> [Task statement] Your task is to write out every line of the data exactly. Drop the pictures.

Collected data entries
=== Section Start ===
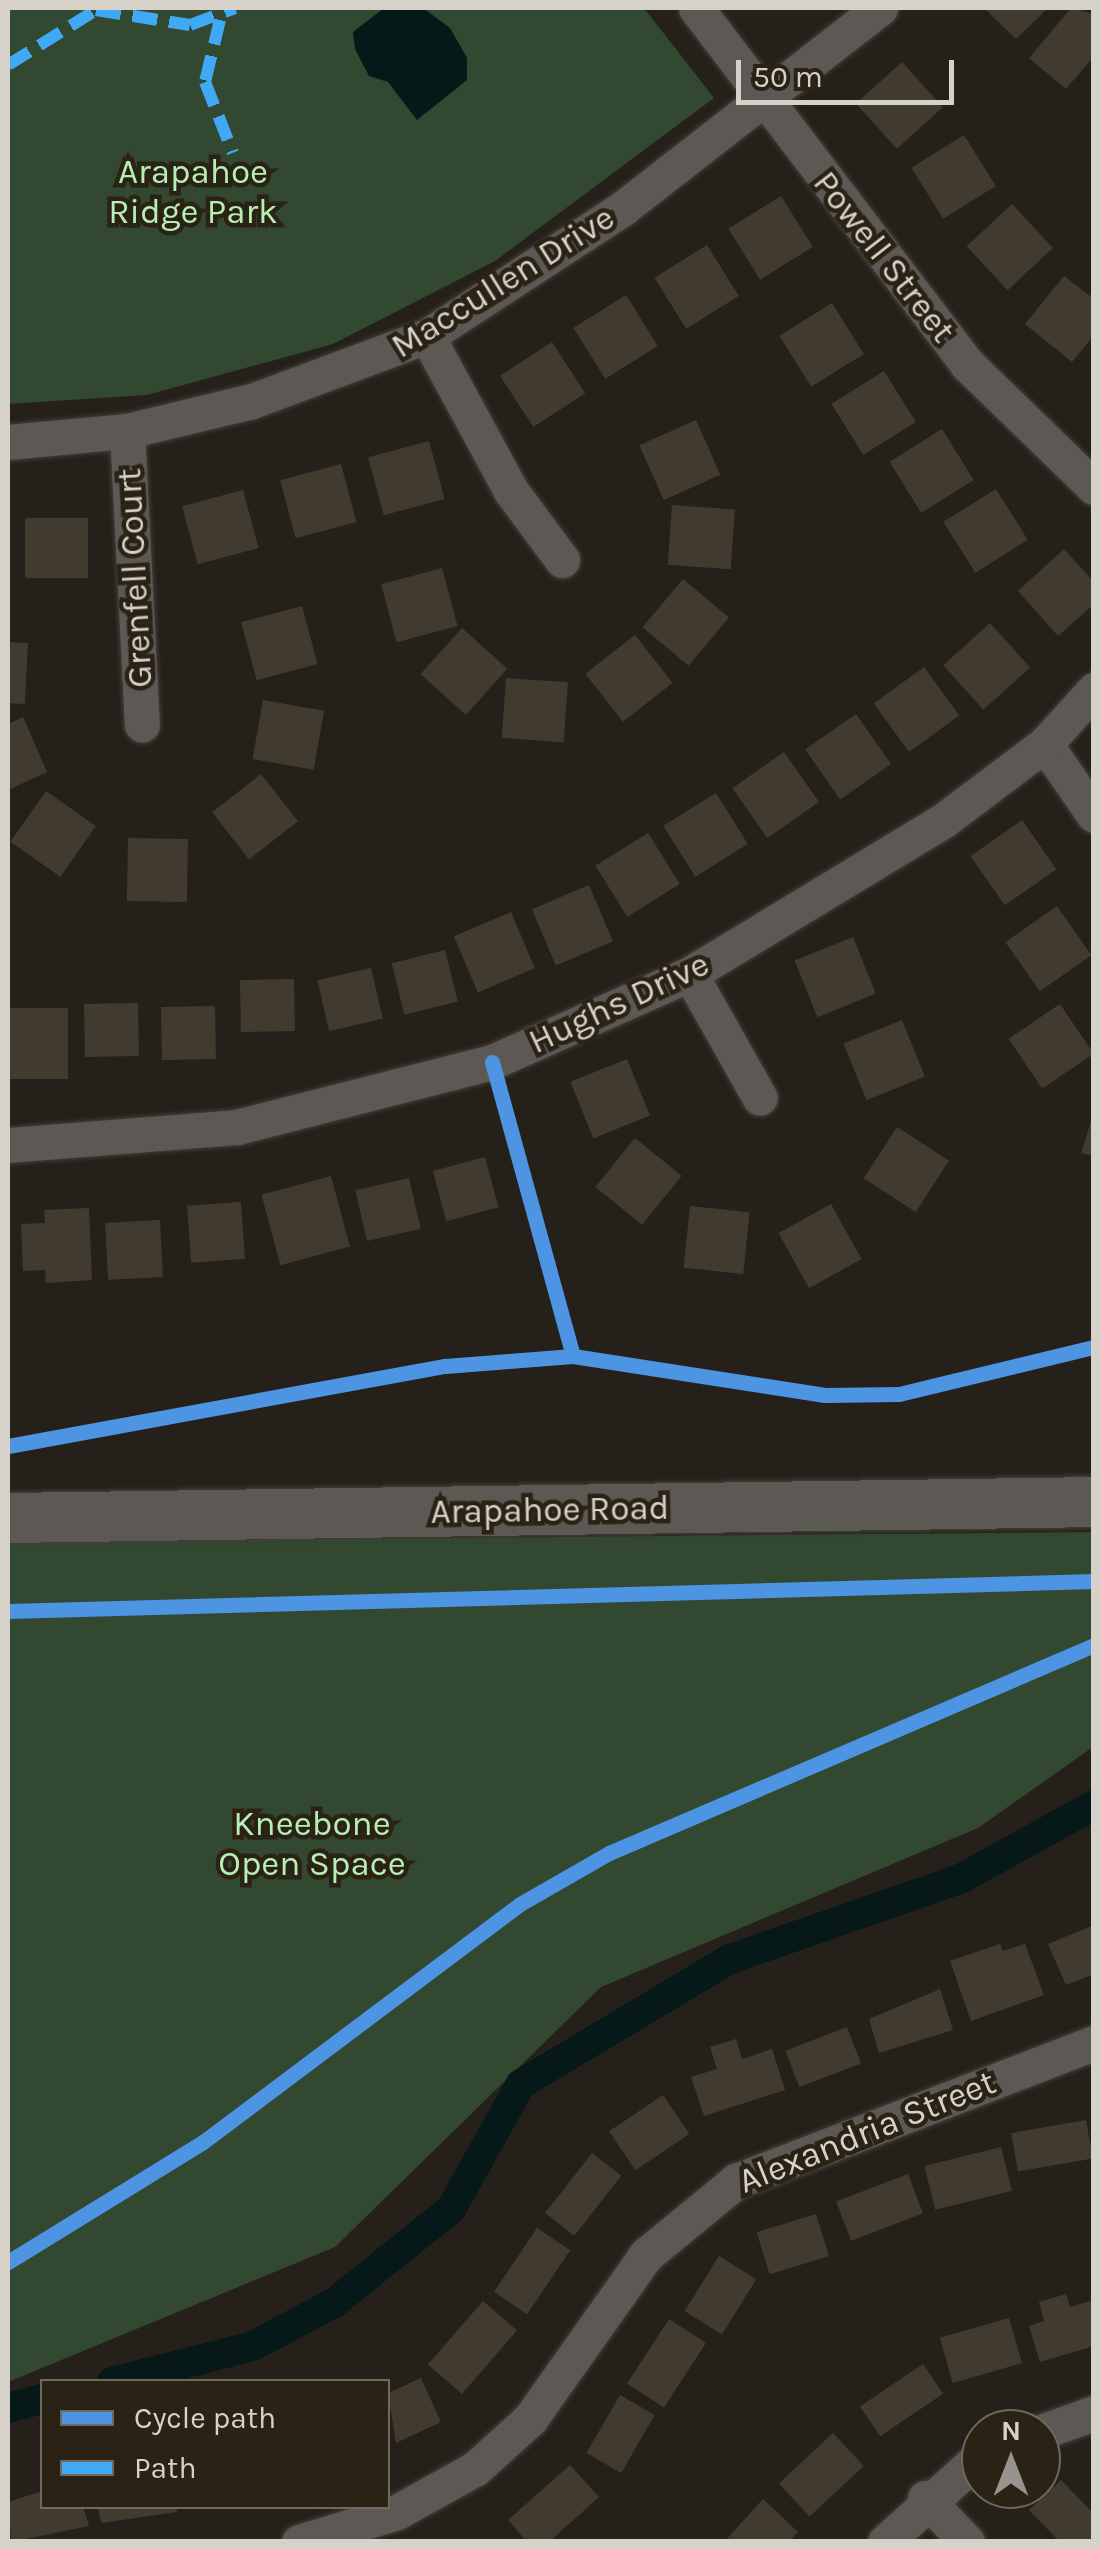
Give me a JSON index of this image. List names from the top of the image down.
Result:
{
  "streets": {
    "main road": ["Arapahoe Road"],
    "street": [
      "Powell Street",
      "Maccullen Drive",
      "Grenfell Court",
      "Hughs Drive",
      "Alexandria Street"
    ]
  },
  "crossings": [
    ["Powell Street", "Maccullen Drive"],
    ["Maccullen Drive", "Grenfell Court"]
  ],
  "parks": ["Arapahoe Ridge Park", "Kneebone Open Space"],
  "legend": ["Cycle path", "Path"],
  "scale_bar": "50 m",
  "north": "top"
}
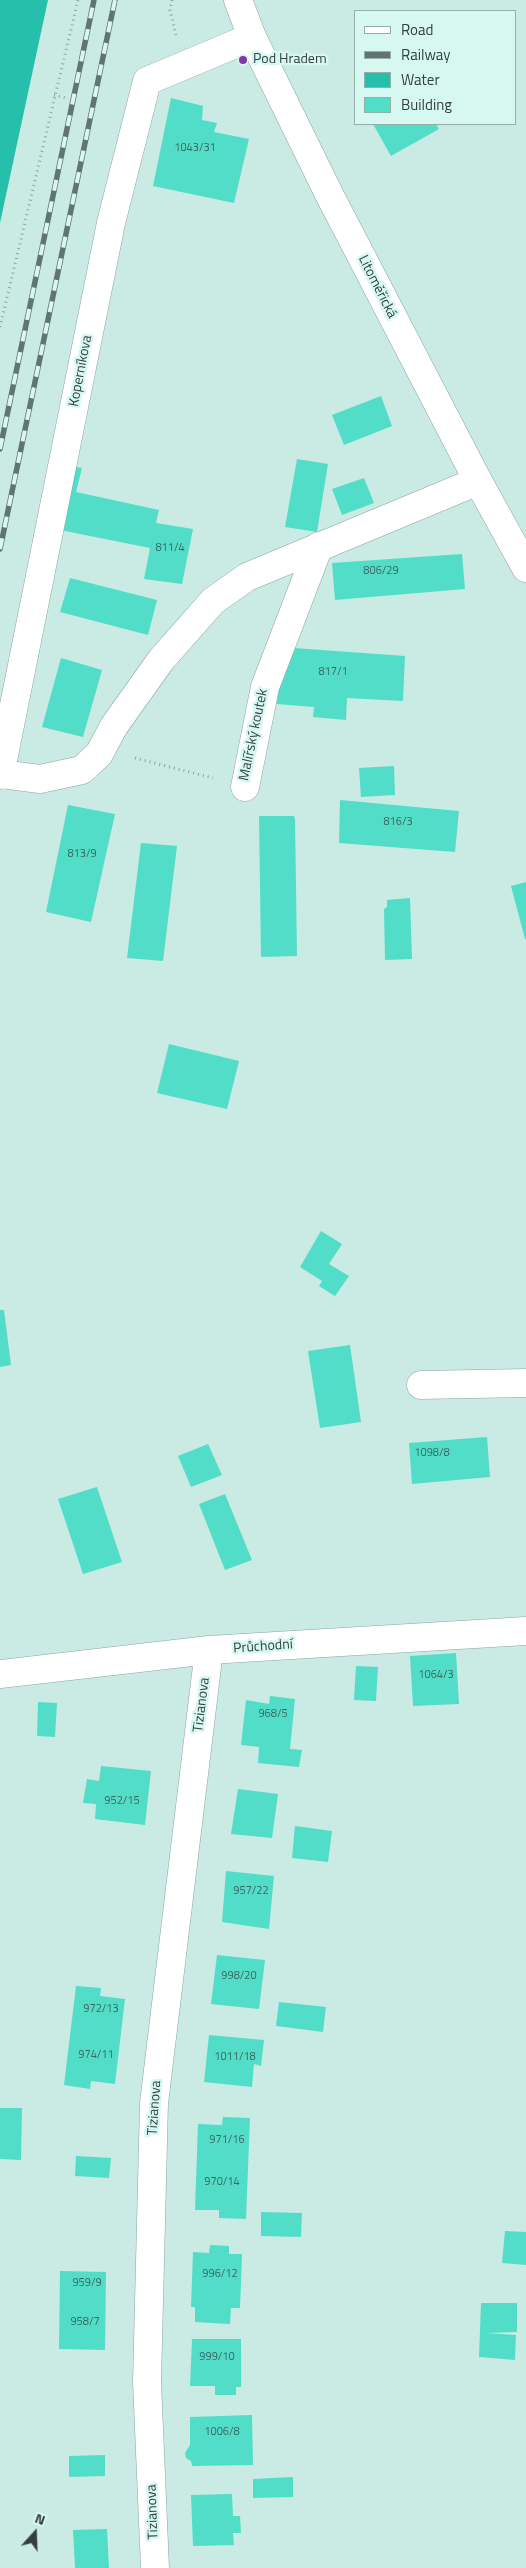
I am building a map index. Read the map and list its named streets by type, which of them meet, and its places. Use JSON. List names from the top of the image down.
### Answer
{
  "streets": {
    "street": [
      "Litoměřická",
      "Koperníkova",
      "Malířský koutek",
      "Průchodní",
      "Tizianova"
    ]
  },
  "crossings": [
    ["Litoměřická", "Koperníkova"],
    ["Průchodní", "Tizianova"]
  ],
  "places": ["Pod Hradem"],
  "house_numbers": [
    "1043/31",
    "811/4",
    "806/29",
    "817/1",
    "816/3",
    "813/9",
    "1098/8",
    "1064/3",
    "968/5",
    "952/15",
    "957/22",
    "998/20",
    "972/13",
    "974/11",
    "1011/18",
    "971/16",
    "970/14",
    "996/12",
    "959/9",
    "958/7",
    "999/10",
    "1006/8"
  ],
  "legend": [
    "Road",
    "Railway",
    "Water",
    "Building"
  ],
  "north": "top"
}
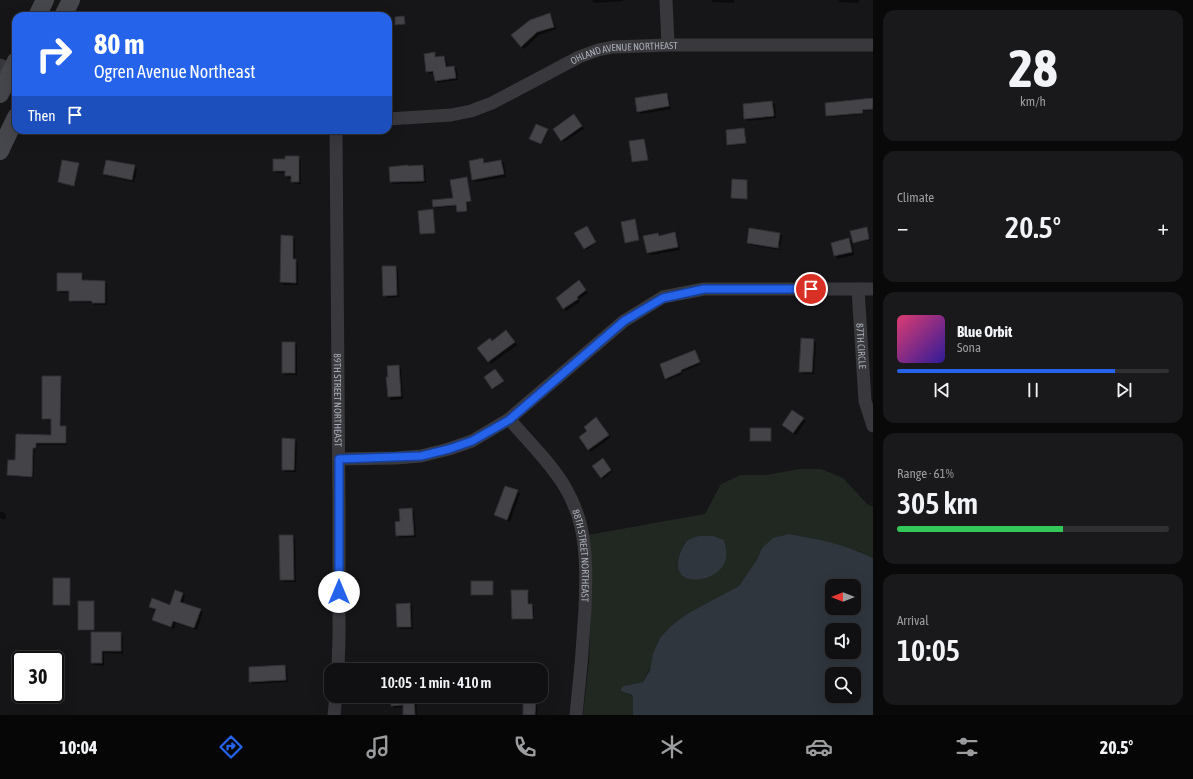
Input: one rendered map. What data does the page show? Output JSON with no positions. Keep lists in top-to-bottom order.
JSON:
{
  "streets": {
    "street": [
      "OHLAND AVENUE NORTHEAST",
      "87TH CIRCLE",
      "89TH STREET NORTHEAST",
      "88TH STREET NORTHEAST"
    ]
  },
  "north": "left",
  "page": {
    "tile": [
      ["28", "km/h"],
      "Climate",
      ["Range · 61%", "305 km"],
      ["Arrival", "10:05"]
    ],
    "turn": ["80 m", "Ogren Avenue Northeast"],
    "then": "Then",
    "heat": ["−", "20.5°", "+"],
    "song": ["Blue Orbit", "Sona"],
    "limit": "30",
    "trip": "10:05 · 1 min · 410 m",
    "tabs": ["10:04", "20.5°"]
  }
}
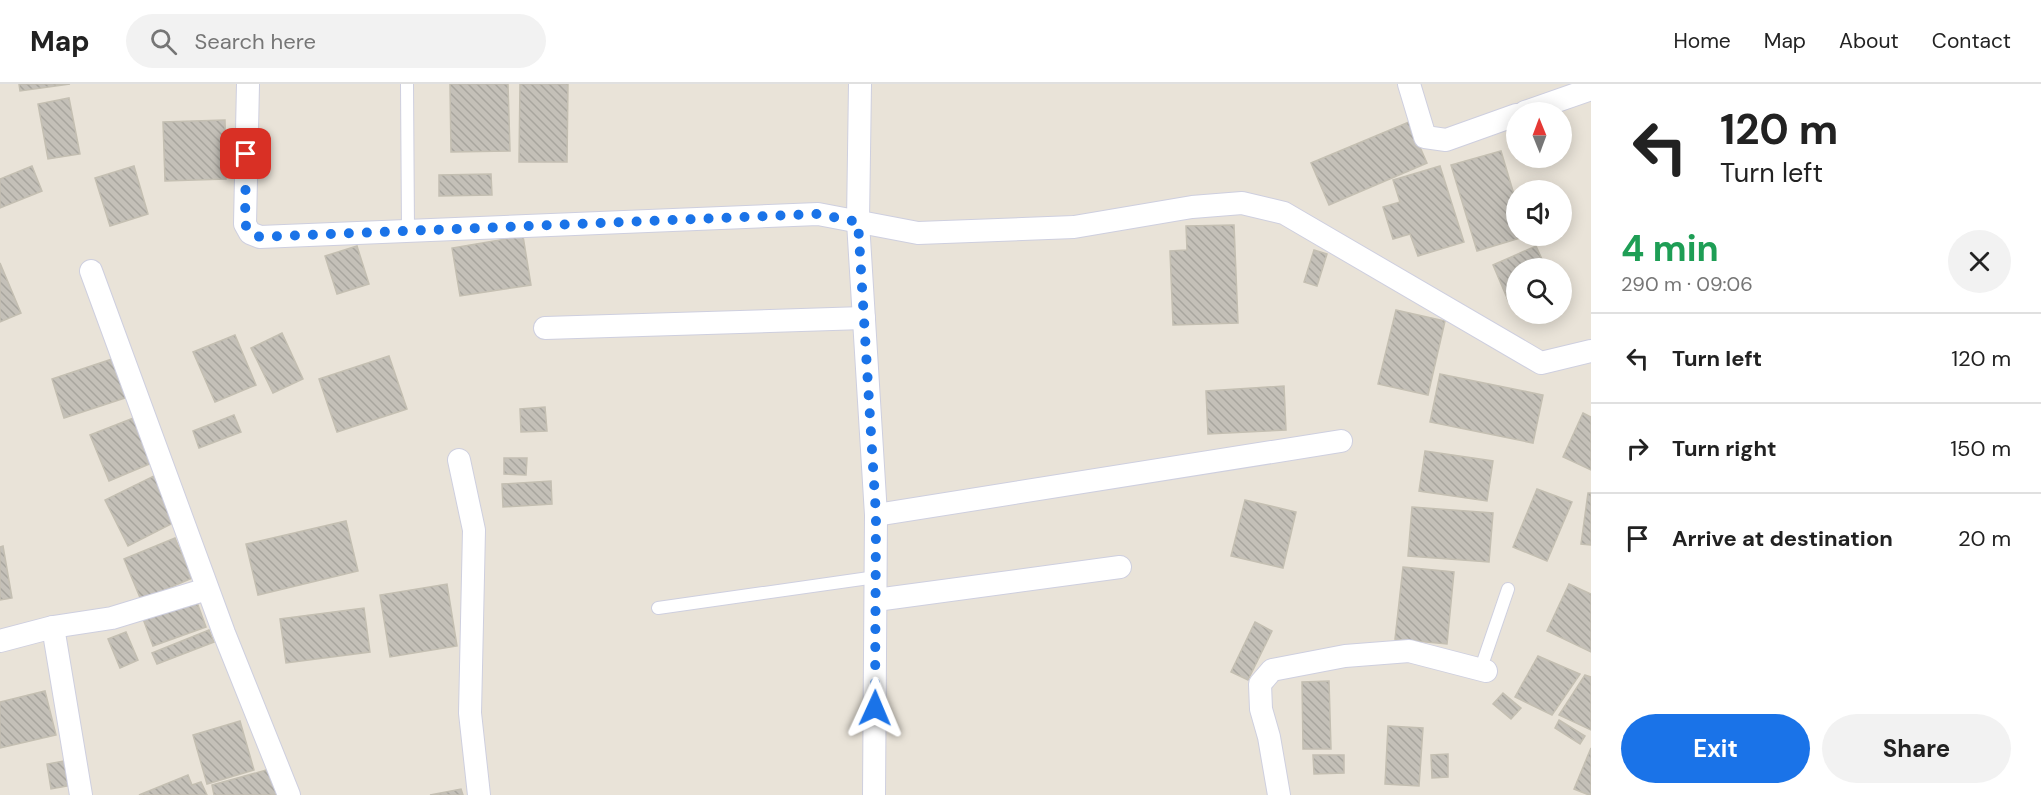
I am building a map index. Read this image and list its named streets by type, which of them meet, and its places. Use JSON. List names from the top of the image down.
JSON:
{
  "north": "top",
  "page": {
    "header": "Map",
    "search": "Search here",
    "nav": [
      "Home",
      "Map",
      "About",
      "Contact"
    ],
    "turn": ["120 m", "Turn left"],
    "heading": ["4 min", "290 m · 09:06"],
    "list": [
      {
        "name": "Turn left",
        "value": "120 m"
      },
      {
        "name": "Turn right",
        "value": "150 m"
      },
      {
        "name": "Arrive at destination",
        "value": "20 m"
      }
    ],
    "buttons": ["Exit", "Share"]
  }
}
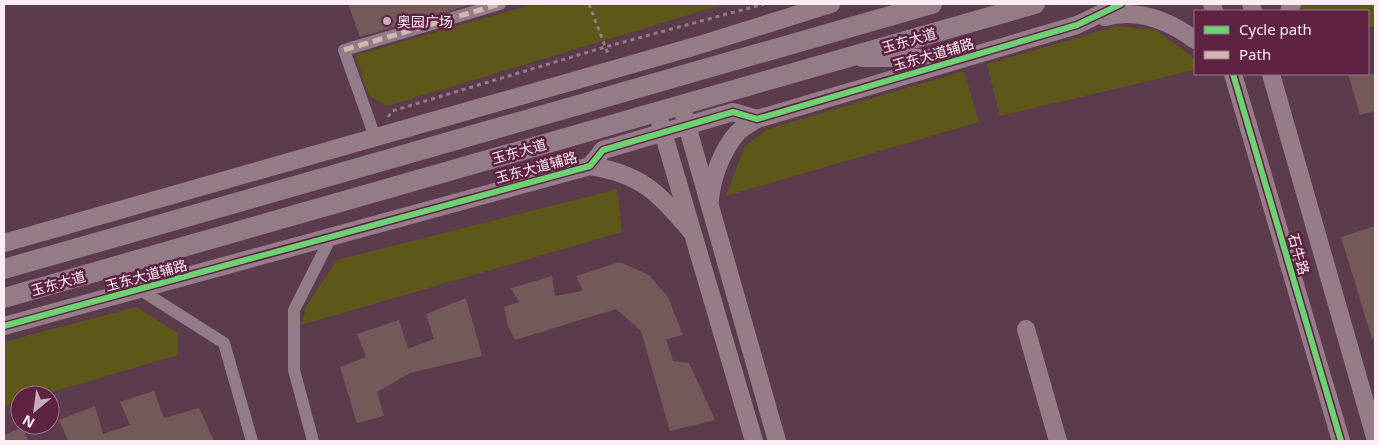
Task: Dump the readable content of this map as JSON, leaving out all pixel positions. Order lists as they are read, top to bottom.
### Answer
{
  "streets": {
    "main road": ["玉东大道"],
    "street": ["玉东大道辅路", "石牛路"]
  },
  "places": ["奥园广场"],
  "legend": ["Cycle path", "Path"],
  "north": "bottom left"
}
=== Section End ===
> [Task output]
Give me a JSON index of this image. List names from the top of the image down.
Result:
{
  "streets": {
    "main road": ["Arapahoe Road"],
    "street": [
      "Powell Street",
      "Maccullen Drive",
      "Grenfell Court",
      "Hughs Drive",
      "Alexandria Street"
    ]
  },
  "crossings": [
    ["Powell Street", "Maccullen Drive"],
    ["Maccullen Drive", "Grenfell Court"]
  ],
  "parks": ["Arapahoe Ridge Park", "Kneebone Open Space"],
  "legend": ["Cycle path", "Path"],
  "scale_bar": "50 m",
  "north": "top"
}
I am building a map index. Read the map and list its named streets by type, which of them meet, and its places. Use JSON. List names from the top of the image down.
### Answer
{
  "streets": {
    "street": [
      "Litoměřická",
      "Koperníkova",
      "Malířský koutek",
      "Průchodní",
      "Tizianova"
    ]
  },
  "crossings": [
    ["Litoměřická", "Koperníkova"],
    ["Průchodní", "Tizianova"]
  ],
  "places": ["Pod Hradem"],
  "house_numbers": [
    "1043/31",
    "811/4",
    "806/29",
    "817/1",
    "816/3",
    "813/9",
    "1098/8",
    "1064/3",
    "968/5",
    "952/15",
    "957/22",
    "998/20",
    "972/13",
    "974/11",
    "1011/18",
    "971/16",
    "970/14",
    "996/12",
    "959/9",
    "958/7",
    "999/10",
    "1006/8"
  ],
  "legend": [
    "Road",
    "Railway",
    "Water",
    "Building"
  ],
  "north": "top"
}
Input: one rendered map. What data does the page show? Output JSON with no positions. Keep lists in top-to-bottom order.
JSON:
{
  "streets": {
    "street": [
      "OHLAND AVENUE NORTHEAST",
      "87TH CIRCLE",
      "89TH STREET NORTHEAST",
      "88TH STREET NORTHEAST"
    ]
  },
  "north": "left",
  "page": {
    "tile": [
      ["28", "km/h"],
      "Climate",
      ["Range · 61%", "305 km"],
      ["Arrival", "10:05"]
    ],
    "turn": ["80 m", "Ogren Avenue Northeast"],
    "then": "Then",
    "heat": ["−", "20.5°", "+"],
    "song": ["Blue Orbit", "Sona"],
    "limit": "30",
    "trip": "10:05 · 1 min · 410 m",
    "tabs": ["10:04", "20.5°"]
  }
}
I am building a map index. Read this image and list its named streets by type, which of them meet, and its places. Use JSON. List names from the top of the image down.
JSON:
{
  "north": "top",
  "page": {
    "header": "Map",
    "search": "Search here",
    "nav": [
      "Home",
      "Map",
      "About",
      "Contact"
    ],
    "turn": ["120 m", "Turn left"],
    "heading": ["4 min", "290 m · 09:06"],
    "list": [
      {
        "name": "Turn left",
        "value": "120 m"
      },
      {
        "name": "Turn right",
        "value": "150 m"
      },
      {
        "name": "Arrive at destination",
        "value": "20 m"
      }
    ],
    "buttons": ["Exit", "Share"]
  }
}
Task: Dump the readable content of this map as JSON, leaving out all pixel positions. Order lists as they are read, top to bottom.
### Answer
{
  "streets": {
    "main road": ["玉东大道"],
    "street": ["玉东大道辅路", "石牛路"]
  },
  "places": ["奥园广场"],
  "legend": ["Cycle path", "Path"],
  "north": "bottom left"
}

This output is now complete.